▸ **Task brief**
From the records below, pull each line that has "building".

▸ **Dataset entries**
[Start of Attachment]

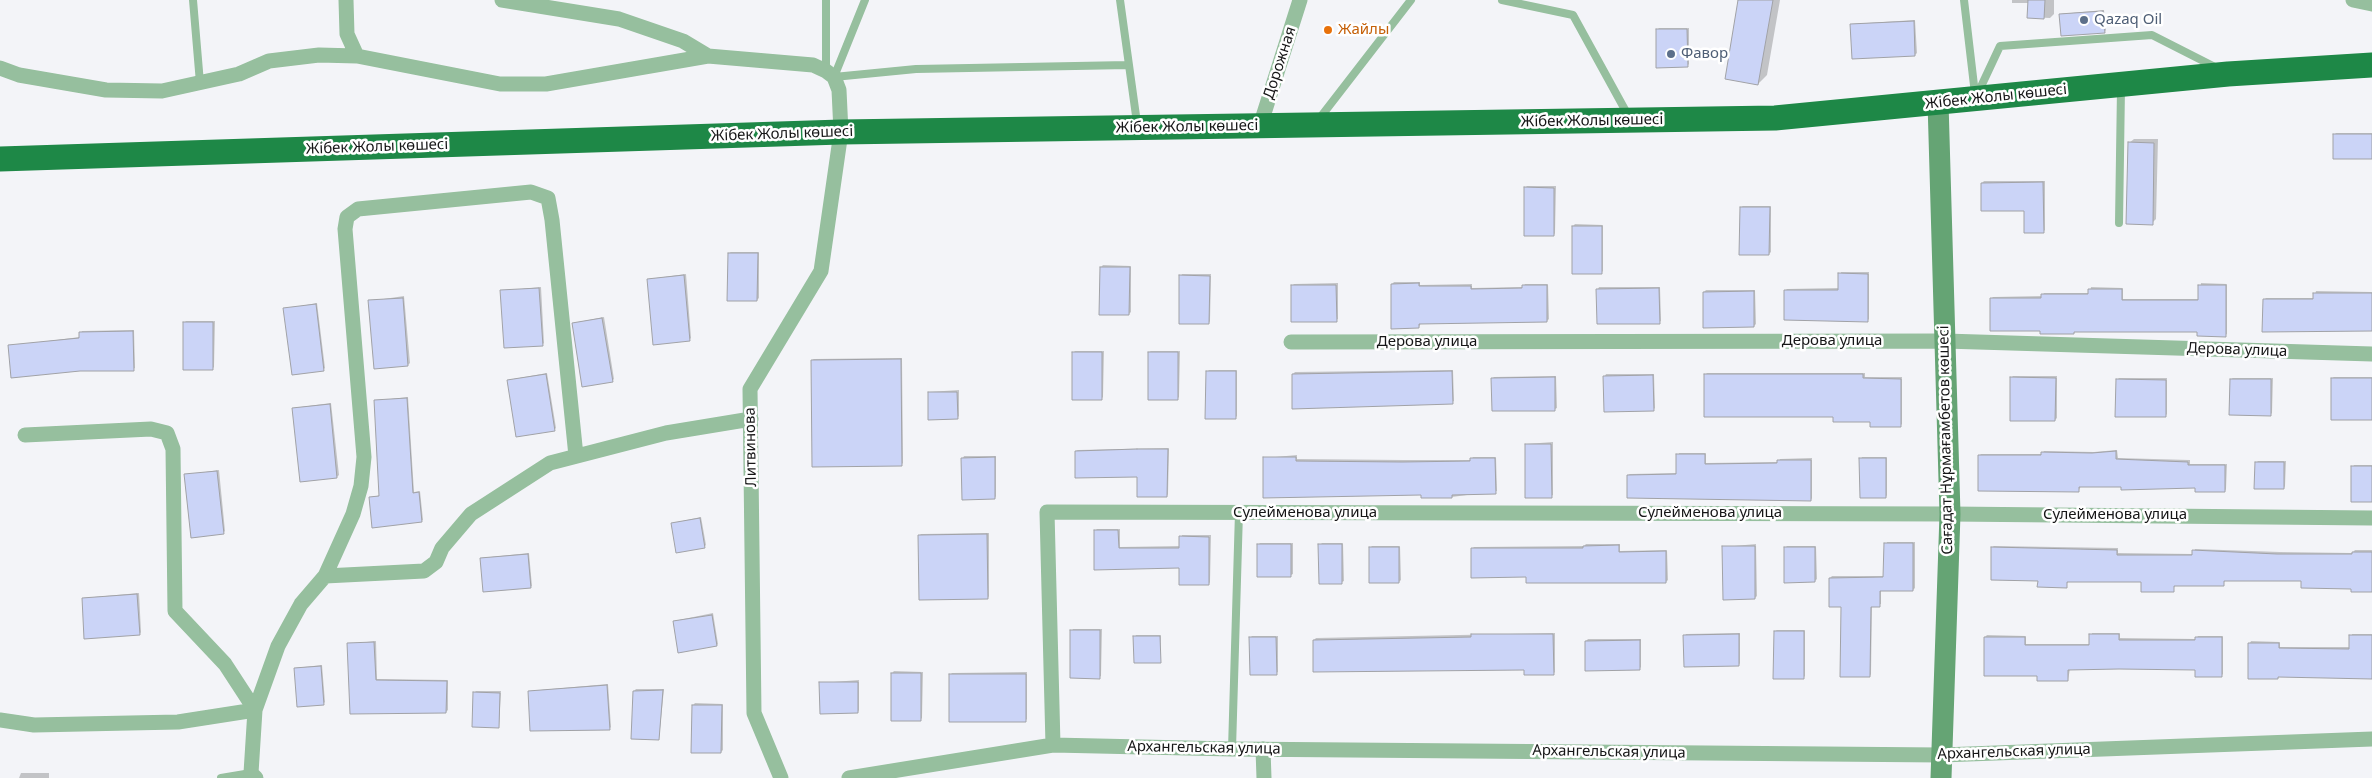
<!DOCTYPE html>
<html>
<head>
<meta charset="utf-8">
<style>
	body { margin:0 }
	canvas { display:block; background:#f3f4f8 }
</style>
</head>
<body>
<canvas width="2372" height="778"></canvas>
<script>
const ctx = document.querySelector('canvas').getContext('2d');
ctx.lineJoin = 'round';
function fill(path, color) { ctx.fillStyle = color; ctx.fill(path, 'evenodd'); }
const toPath = rows => new Path2D(rows.map(r => 'M' + r).join(''));
function trace(path, color, width, dash) { ctx.strokeStyle = color; ctx.lineWidth = width; ctx.lineCap = dash ? 'butt' : 'round'; ctx.setLineDash(dash || []); ctx.stroke(path); }
function write(font, color, halo, rows, align = 'center') {
  ctx.font = font + ' "Noto Sans",sans-serif'; ctx.lineWidth = 5; ctx.setLineDash([]); ctx.textBaseline = 'middle'; ctx.strokeStyle = halo; ctx.fillStyle = color; for (const [text, x, y, turn = 0] of rows) {
    ctx.save(); ctx.translate(x, y); ctx.rotate((+turn || 0) * Math.PI / 180); ctx.textAlign = isNaN(turn) ? turn : align; if (halo) ctx.strokeText(text, 0, 0); ctx.fillText(text, 0, 0); ctx.restore();
  }
}
fill(toPath([
	[1740,0,1780,0,1767,75,1758,84],
	[2012,0,2054,0,2054,14,2050,18,2028,17,2029,3,2012,3],
	[2104,10,2106,30,2104,32,2060,14],
	[1915,20,1917,53,1915,55,1851,24],
	[1659,28,1689,28,1689,64,1687,66,1657,30],
	[2336,133,2372,133,2372,157,2334,135],
	[2134,139,2158,139,2156,219,2152,223,2129,143],
	[1984,181,2045,181,2045,230,2043,232,2025,210,1982,183],
	[1527,186,1556,186,1555,233,1554,235,1525,188],
	[1743,206,1771,206,1771,252,1769,254,1741,207],
	[1575,224,1603,225,1603,271,1601,273,1573,226],
	[731,252,759,252,759,298,757,300,729,253],
	[1103,265,1131,266,1131,312,1129,314,1101,267],
	[1841,272,1869,272,1869,319,1867,321,1785,291,1787,289,1839,288],
	[686,274,691,338,689,340,649,279],
	[1182,274,1211,274,1210,321,1209,323,1181,276],
	[1394,282,1420,282,1420,285,1472,284,1472,288,1523,287,1525,284,1548,284,1549,319,1547,321,1421,323,1419,327,1392,284],
	[1338,283,1338,319,1336,320,1292,286,1294,284],
	[2201,283,2227,284,2227,334,2225,335,2199,331,2076,330,2074,333,2042,330,1992,298,1993,297,2042,296,2044,293,2090,293,2091,287,2123,288,2123,299,2199,299],
	[541,287,544,343,542,345,502,291],
	[1599,287,1660,287,1661,321,1659,322,1598,289],
	[1706,290,1755,290,1756,324,1754,326,1704,292],
	[2316,291,2372,292,2372,330,2264,300,2266,298,2314,298],
	[404,296,410,363,408,365,370,301],
	[317,303,325,368,324,369,285,309],
	[604,317,614,379,612,381,573,323],
	[186,321,215,321,214,367,212,369,184,323],
	[134,330,135,368,133,369,9,346,80,337,82,331],
	[1075,351,1104,351,1103,397,1101,399,1074,352],
	[1151,351,1180,351,1179,397,1177,399,1149,352],
	[902,358,903,463,901,465,812,360,814,359],
	[1209,370,1237,370,1237,416,1235,418,1207,372],
	[1453,370,1454,401,1452,402,1293,374,1295,372],
	[547,373,556,428,554,430,508,380],
	[1707,373,1865,373,1865,377,1902,377,1902,424,1900,426,1872,421,1705,375],
	[1606,374,1654,374,1655,408,1653,410,1605,376],
	[1556,376,1557,408,1555,409,1493,378,1494,377],
	[2013,376,2057,376,2057,418,2055,420,2011,378],
	[2334,377,2372,377,2372,418,2332,378],
	[2119,378,2167,378,2167,414,2165,416,2117,380],
	[2233,378,2273,378,2272,413,2271,414,2231,379],
	[959,390,959,416,957,418,929,392],
	[408,397,414,492,420,491,423,520,421,521,370,498,380,495,375,401],
	[331,403,339,475,337,477,293,408],
	[1553,442,1553,495,1551,496,1526,444],
	[1169,448,1168,494,1167,496,1138,476,1076,451,1078,450],
	[2117,450,2118,458,2190,460,2190,464,2227,464,2226,489,2225,491,2197,487,2081,486,2079,490,1979,456,1981,454,2042,454,2044,451,2094,452],
	[1679,453,1706,453,1706,463,1779,462,1780,459,1812,458,1812,498,1811,500,1628,475,1630,474,1678,473],
	[1297,455,1297,459,1404,460,1471,460,1473,457,1496,457,1497,491,1452,497,1422,494,1264,458],
	[964,456,996,456,996,496,995,498,963,458],
	[1862,457,1887,457,1887,495,1886,497,1861,459],
	[2258,461,2286,461,2285,486,2284,488,2256,463],
	[2354,465,2372,465,2372,501,2353,467],
	[219,470,225,531,223,533,185,475],
	[701,517,706,545,704,547,673,523],
	[1097,529,1120,529,1120,547,1180,546,1182,535,1211,535,1210,582,1209,584,1180,567,1095,569,1095,531],
	[989,533,989,596,988,598,919,536,921,534],
	[1887,542,1915,542,1915,588,1913,590,1881,590,1881,604,1872,605,1871,674,1870,676,1830,578,1832,576,1885,576],
	[1260,543,1293,543,1293,574,1291,575,1258,545],
	[1322,543,1343,543,1344,581,1342,582,1320,545],
	[1586,544,1620,544,1620,551,1667,550,1668,580,1666,582,1472,549,1474,547,1584,546],
	[1756,544,1757,596,1755,598,1723,547],
	[1372,546,1400,546,1401,580,1399,582,1370,548],
	[1787,546,1816,546,1817,579,1815,581,1785,548],
	[1994,546,2118,548,2118,553,2193,554,2195,549,2280,552,2352,553,2355,550,2372,550,2372,590,2303,580,2225,580,2223,585,2175,585,2173,591,2142,581,2068,581,2066,586,2039,579,1992,547],
	[529,553,532,586,530,587,481,558],
	[139,593,141,632,140,634,83,598],
	[713,613,718,644,717,645,674,621],
	[1073,629,1102,629,1101,676,1099,677,1072,631],
	[1777,630,1805,630,1805,676,1803,678,1775,631],
	[1555,633,1555,672,1553,674,1314,640,1316,638],
	[1740,633,1740,663,1739,665,1685,636,1686,634],
	[2092,633,2120,633,2120,638,2196,639,2198,636,2223,636,2223,674,2221,676,2196,668,2070,669,2068,680,2038,675,1985,637,1987,635,2026,636,2026,644,2091,644],
	[2352,634,2372,634,2372,677,2280,676,2278,678,2250,643,2251,641,2280,642,2280,647,2350,647],
	[1136,635,1161,635,1160,661,1135,637],
	[1252,636,1278,636,1278,672,1276,673,1250,638],
	[1588,639,1641,639,1641,667,1639,669,1586,641],
	[376,641,377,679,448,680,448,710,446,712,351,713,348,644],
	[322,665,325,702,323,704,295,668],
	[894,671,923,672,922,718,920,720,892,673],
	[1027,672,1027,719,1025,721,950,675,952,673],
	[859,680,859,710,858,712,820,683],
	[608,684,611,727,609,729,529,691],
	[636,689,664,689,659,739,634,691],
	[476,691,501,691,499,726,474,693],
	[695,703,723,704,723,750,721,752,693,705],
	[21,773,49,773,49,778,19,778]
]), '#0003');
const building = toPath([
	[1738,0,1773,0,1758,85,1725,79,1738,0],
	[2028,0,2045,0,2044,19,2027,18,2028,0],
	[2103,11,2105,33,2061,36,2059,14,2103,11],
	[1914,21,1915,56,1852,59,1850,24,1914,21],
	[1656,29,1687,29,1688,67,1656,68,1656,29],
	[2333,134,2372,134,2372,159,2333,159,2333,134],
	[2128,142,2154,143,2153,225,2126,224,2128,142],
	[2043,182,2044,233,2024,233,2024,211,1981,211,1981,183,2043,182],
	[1524,187,1554,188,1554,236,1524,236,1524,187],
	[1740,207,1770,207,1769,255,1739,255,1740,207],
	[1572,226,1602,226,1602,274,1572,274,1572,226],
	[728,253,758,253,757,301,727,301,728,253],
	[1100,267,1130,267,1129,315,1099,315,1100,267],
	[1838,273,1868,274,1868,322,1784,320,1784,290,1838,290,1838,273],
	[684,275,690,341,653,345,647,279,684,275],
	[1179,275,1210,276,1209,324,1179,324,1179,275],
	[1419,283,1419,286,1471,286,1471,289,1522,288,1522,285,1547,285,1547,322,1419,324,1419,328,1391,329,1391,284,1419,283],
	[1291,285,1336,285,1337,322,1291,322,1291,285],
	[2198,285,2226,285,2226,337,2197,336,2197,332,2074,332,2074,334,2040,334,2040,331,1990,331,1990,298,2041,298,2041,294,2088,294,2088,289,2122,289,2122,300,2198,300,2198,285],
	[539,288,543,346,504,348,500,290,539,288],
	[1659,288,1660,324,1597,324,1596,289,1659,288],
	[1754,291,1754,327,1703,328,1703,292,1754,291],
	[2313,293,2372,293,2372,331,2262,332,2263,299,2313,299,2313,293],
	[403,298,408,366,374,369,368,300,403,298],
	[316,304,324,371,292,375,283,308,316,304],
	[602,318,613,382,582,387,572,323,602,318],
	[183,322,213,322,213,370,183,370,183,322],
	[133,331,134,371,80,371,11,378,8,345,79,338,79,332,133,331],
	[1072,352,1102,352,1102,400,1072,400,1072,352],
	[1148,352,1178,352,1178,400,1148,400,1148,352],
	[901,359,902,466,812,467,811,360,901,359],
	[1206,371,1236,371,1236,419,1205,419,1206,371],
	[1452,371,1453,404,1292,409,1292,374,1452,371],
	[546,374,555,431,516,437,507,380,546,374],
	[1704,374,1863,374,1863,378,1901,379,1901,427,1870,427,1870,422,1833,422,1833,417,1704,417,1704,374],
	[1653,375,1654,411,1604,412,1603,376,1653,375],
	[1555,377,1555,411,1492,411,1491,378,1555,377],
	[2010,377,2056,378,2055,421,2010,421,2010,377],
	[2331,378,2372,378,2372,420,2331,420,2331,378],
	[2116,379,2166,380,2166,417,2115,417,2116,379],
	[2230,379,2271,379,2271,416,2229,415,2230,379],
	[928,392,957,392,958,419,928,420,928,392],
	[407,398,413,493,419,492,422,522,372,528,369,497,379,496,374,400,407,398],
	[330,404,337,478,300,482,292,408,330,404],
	[1525,444,1551,444,1552,498,1525,498,1525,444],
	[1137,449,1168,449,1167,497,1137,497,1137,477,1075,478,1075,451,1137,449],
	[2116,451,2116,459,2188,462,2188,465,2225,465,2225,492,2195,492,2195,488,2121,490,2121,487,2079,487,2079,492,1978,491,1978,455,2041,455,2041,452,2092,453,2116,451],
	[1676,454,1705,454,1705,464,1777,463,1777,460,1811,460,1811,501,1627,498,1627,475,1676,474,1676,454],
	[995,457,995,499,962,500,961,458,995,457],
	[1263,457,1296,457,1296,461,1402,462,1470,461,1470,458,1495,458,1496,494,1452,495,1452,498,1421,498,1421,495,1263,498,1263,457],
	[1859,458,1886,458,1886,498,1860,498,1859,458],
	[2255,462,2284,462,2284,489,2254,489,2255,462],
	[2351,466,2372,466,2372,502,2351,502,2351,466],
	[217,471,224,534,191,538,184,474,217,471],
	[700,518,705,548,676,553,671,523,700,518],
	[1094,530,1118,530,1119,548,1179,548,1179,536,1209,537,1209,585,1179,585,1179,568,1094,570,1094,530],
	[987,534,988,599,919,600,918,535,987,534],
	[1884,543,1913,543,1913,591,1880,591,1880,607,1871,607,1870,677,1840,677,1841,607,1829,607,1829,578,1883,577,1884,543],
	[1257,544,1291,544,1291,577,1257,577,1257,544],
	[1318,544,1342,544,1342,584,1319,584,1318,544],
	[1619,545,1619,552,1666,551,1666,583,1526,583,1526,577,1471,578,1471,548,1583,548,1583,546,1619,545],
	[1722,546,1755,546,1755,599,1723,600,1722,546],
	[1369,547,1399,547,1399,583,1369,583,1369,547],
	[1784,547,1815,547,1815,582,1784,583,1784,547],
	[1991,547,2117,550,2117,555,2192,555,2192,550,2277,554,2352,554,2352,552,2372,552,2372,592,2351,592,2351,589,2301,588,2301,581,2224,581,2224,586,2174,586,2174,592,2141,592,2141,582,2067,582,2067,588,2037,587,2038,581,1991,580,1991,547],
	[528,554,531,588,483,592,480,558,528,554],
	[137,594,140,635,84,639,82,598,137,594],
	[712,615,717,646,678,653,673,621,712,615],
	[1070,630,1100,630,1100,679,1070,678,1070,630],
	[1774,631,1804,631,1804,679,1773,679,1774,631],
	[1471,634,1553,634,1554,675,1524,675,1524,670,1313,672,1313,640,1471,637,1471,634],
	[1739,634,1739,666,1684,667,1683,635,1739,634],
	[2089,634,2119,634,2119,640,2195,640,2195,637,2222,637,2222,677,2195,677,2195,670,2119,669,2068,670,2068,681,2037,681,2037,676,1984,676,1984,637,2025,637,2025,645,2089,645,2089,634],
	[2349,635,2372,635,2372,679,2278,677,2278,679,2248,679,2248,643,2279,643,2279,648,2349,649,2349,635],
	[1133,636,1160,636,1161,663,1134,663,1133,636],
	[1249,637,1276,637,1277,675,1250,675,1249,637],
	[1640,640,1640,670,1585,671,1585,641,1640,640],
	[374,642,376,680,447,681,446,713,350,714,347,643,374,642],
	[321,666,324,705,297,707,294,668,321,666],
	[891,673,921,673,921,721,891,721,891,673],
	[949,674,1026,674,1026,722,949,722,949,674],
	[819,682,858,682,858,713,820,714,819,682],
	[607,685,610,730,530,731,528,691,607,685],
	[663,690,659,740,631,739,633,691,663,690],
	[473,692,500,693,499,728,472,727,473,692],
	[692,705,722,705,721,753,691,753,692,705]
]);
fill(building, '#cbd4f7');
trace(building, '#a1a2a6', 1);
trace(toPath([
	[193,0,200,83],
	[826,0,826,71],
	[865,0,834,77,916,69,1128,65],
	[1120,0,1137,123],
	[1502,0,1573,15,1629,117],
	[1964,0,1975,94],
	[1978,93,2000,46,2152,35,2215,67],
	[1319,119,1411,0],
	[2119,223,2121,88],
	[1232,749,1239,512],
	[221,778,251,773]
]), '#96bf9e', 8);
trace(toPath([
	[346,0,347,34,357,56],
	[502,0,619,19,683,41,708,56],
	[2353,0,2372,4],
	[0,68,19,75,106,90,162,91,239,74,269,61,319,55,357,56,500,84,546,84,708,56,813,65,826,71,834,77,839,90,841,132,821,271,750,389,754,713,781,778],
	[1260,126,1300,0],
	[1291,342,1945,341,2372,354],
	[25,435,151,429,167,433,173,449,175,611,225,664,255,710,251,773,256,778],
	[325,576,353,514,361,486,364,457,345,229,347,217,358,209,531,192,548,198,552,220,576,456],
	[0,720,34,725,178,722,255,710,278,646,301,604,325,576,424,571,436,562,442,548,471,514,550,463,666,433,751,419],
	[1053,745,1047,512,1950,514,2372,518],
	[1263,749,1264,778],
	[849,778,1053,745,1232,749,1942,755,2372,739]
]), '#96bf9e', 15);
trace(toPath([
	[1938,102,1950,514,1941,778]
]), '#65a474', 21);
trace(toPath([
	[0,159,841,132,1775,118,2228,74,2372,65]
]), '#1e8847', 25);
for (const [x, y, r, color] of [
	[2084,20,5,"#5c6f8a"],
	[1328,30,5,"#e8710a"],
	[1671,54,5,"#5c6f8a"]
]) { const dot = new Path2D(); dot.arc(x, y, r, 0, 2 * Math.PI); ctx.fillStyle = color; ctx.fill(dot); trace(dot, '#fff', 2); }
write('15px', '#4e5e75', '#fff', [
	["Qazaq Oil",2094,20],
	["Фавор",1681,54]
], 'left');
write('15px', '#c56008', '#fff', [
	["Жайлы",1338,30]
], 'left');
write('15px', '#161617', '#fff', [
	["Дорожная",1280,63,-72],
	["Жібек Жолы көшесі",1996,97,-6],
	["Жібек Жолы көшесі",1592,121,-1],
	["Жібек Жолы көшесі",1187,127,-1],
	["Жібек Жолы көшесі",782,134,-2],
	["Жібек Жолы көшесі",377,147,-2],
	["Дерова улица",1832,341],
	["Дерова улица",1427,342],
	["Дерова улица",2237,350,2],
	["Сағадат Нұрмағамбетов көшесі",1946,440,-91],
	["Литвинова",751,447,-91],
	["Сулейменова улица",1305,513],
	["Сулейменова улица",1710,513],
	["Сулейменова улица",2115,515],
	["Архангельская улица",1204,748,1],
	["Архангельская улица",1609,752,1],
	["Архангельская улица",2014,752,-2]
]);
</script>
</body>
</html>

[End of Attachment]

▸ **Final answer**
const building = toPath([
fill(building, '#cbd4f7');
trace(building, '#a1a2a6', 1);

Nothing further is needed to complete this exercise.